MATERIALS PROVIDED START

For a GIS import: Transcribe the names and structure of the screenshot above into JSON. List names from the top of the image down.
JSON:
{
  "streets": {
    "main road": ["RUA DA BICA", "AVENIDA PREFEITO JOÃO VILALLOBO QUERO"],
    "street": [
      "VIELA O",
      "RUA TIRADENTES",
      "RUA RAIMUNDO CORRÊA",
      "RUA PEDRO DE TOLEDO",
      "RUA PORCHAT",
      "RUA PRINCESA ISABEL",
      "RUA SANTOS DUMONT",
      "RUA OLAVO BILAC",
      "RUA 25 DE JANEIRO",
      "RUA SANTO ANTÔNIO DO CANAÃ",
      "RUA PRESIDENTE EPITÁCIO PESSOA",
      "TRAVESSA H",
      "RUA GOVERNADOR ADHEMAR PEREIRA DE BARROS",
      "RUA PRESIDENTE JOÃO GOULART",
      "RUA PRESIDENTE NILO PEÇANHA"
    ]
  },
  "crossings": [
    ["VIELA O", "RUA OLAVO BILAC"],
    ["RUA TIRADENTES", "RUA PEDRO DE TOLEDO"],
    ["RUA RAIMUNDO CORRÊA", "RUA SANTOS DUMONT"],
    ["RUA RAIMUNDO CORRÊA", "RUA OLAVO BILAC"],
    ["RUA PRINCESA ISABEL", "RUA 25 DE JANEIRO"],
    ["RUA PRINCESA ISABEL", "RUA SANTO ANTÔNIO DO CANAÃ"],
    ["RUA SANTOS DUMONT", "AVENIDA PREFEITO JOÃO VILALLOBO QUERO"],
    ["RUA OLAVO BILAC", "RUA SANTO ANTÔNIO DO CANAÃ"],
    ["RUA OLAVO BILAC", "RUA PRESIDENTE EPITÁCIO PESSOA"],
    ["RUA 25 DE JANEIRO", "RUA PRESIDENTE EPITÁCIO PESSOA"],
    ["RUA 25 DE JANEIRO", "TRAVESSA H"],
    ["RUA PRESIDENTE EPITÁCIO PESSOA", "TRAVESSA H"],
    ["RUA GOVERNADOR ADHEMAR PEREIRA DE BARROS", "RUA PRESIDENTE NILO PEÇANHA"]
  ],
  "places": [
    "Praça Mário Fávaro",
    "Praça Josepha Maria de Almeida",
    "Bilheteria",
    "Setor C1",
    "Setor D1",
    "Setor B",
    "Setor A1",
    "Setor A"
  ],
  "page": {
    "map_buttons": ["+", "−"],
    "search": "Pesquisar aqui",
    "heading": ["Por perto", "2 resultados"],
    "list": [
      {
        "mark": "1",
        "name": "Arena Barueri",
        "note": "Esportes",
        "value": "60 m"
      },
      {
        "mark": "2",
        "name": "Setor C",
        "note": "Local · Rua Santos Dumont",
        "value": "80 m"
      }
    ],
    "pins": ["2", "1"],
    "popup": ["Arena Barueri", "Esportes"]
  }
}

MATERIALS PROVIDED END

▶ TASK STATEMENT:
Each of the records should be written out again, exactly as it reads.

▶ YOUR RESPONSE:
For a GIS import: Transcribe the names and structure of the screenshot above into JSON. List names from the top of the image down.
JSON:
{
  "streets": {
    "main road": ["RUA DA BICA", "AVENIDA PREFEITO JOÃO VILALLOBO QUERO"],
    "street": [
      "VIELA O",
      "RUA TIRADENTES",
      "RUA RAIMUNDO CORRÊA",
      "RUA PEDRO DE TOLEDO",
      "RUA PORCHAT",
      "RUA PRINCESA ISABEL",
      "RUA SANTOS DUMONT",
      "RUA OLAVO BILAC",
      "RUA 25 DE JANEIRO",
      "RUA SANTO ANTÔNIO DO CANAÃ",
      "RUA PRESIDENTE EPITÁCIO PESSOA",
      "TRAVESSA H",
      "RUA GOVERNADOR ADHEMAR PEREIRA DE BARROS",
      "RUA PRESIDENTE JOÃO GOULART",
      "RUA PRESIDENTE NILO PEÇANHA"
    ]
  },
  "crossings": [
    ["VIELA O", "RUA OLAVO BILAC"],
    ["RUA TIRADENTES", "RUA PEDRO DE TOLEDO"],
    ["RUA RAIMUNDO CORRÊA", "RUA SANTOS DUMONT"],
    ["RUA RAIMUNDO CORRÊA", "RUA OLAVO BILAC"],
    ["RUA PRINCESA ISABEL", "RUA 25 DE JANEIRO"],
    ["RUA PRINCESA ISABEL", "RUA SANTO ANTÔNIO DO CANAÃ"],
    ["RUA SANTOS DUMONT", "AVENIDA PREFEITO JOÃO VILALLOBO QUERO"],
    ["RUA OLAVO BILAC", "RUA SANTO ANTÔNIO DO CANAÃ"],
    ["RUA OLAVO BILAC", "RUA PRESIDENTE EPITÁCIO PESSOA"],
    ["RUA 25 DE JANEIRO", "RUA PRESIDENTE EPITÁCIO PESSOA"],
    ["RUA 25 DE JANEIRO", "TRAVESSA H"],
    ["RUA PRESIDENTE EPITÁCIO PESSOA", "TRAVESSA H"],
    ["RUA GOVERNADOR ADHEMAR PEREIRA DE BARROS", "RUA PRESIDENTE NILO PEÇANHA"]
  ],
  "places": [
    "Praça Mário Fávaro",
    "Praça Josepha Maria de Almeida",
    "Bilheteria",
    "Setor C1",
    "Setor D1",
    "Setor B",
    "Setor A1",
    "Setor A"
  ],
  "page": {
    "map_buttons": ["+", "−"],
    "search": "Pesquisar aqui",
    "heading": ["Por perto", "2 resultados"],
    "list": [
      {
        "mark": "1",
        "name": "Arena Barueri",
        "note": "Esportes",
        "value": "60 m"
      },
      {
        "mark": "2",
        "name": "Setor C",
        "note": "Local · Rua Santos Dumont",
        "value": "80 m"
      }
    ],
    "pins": ["2", "1"],
    "popup": ["Arena Barueri", "Esportes"]
  }
}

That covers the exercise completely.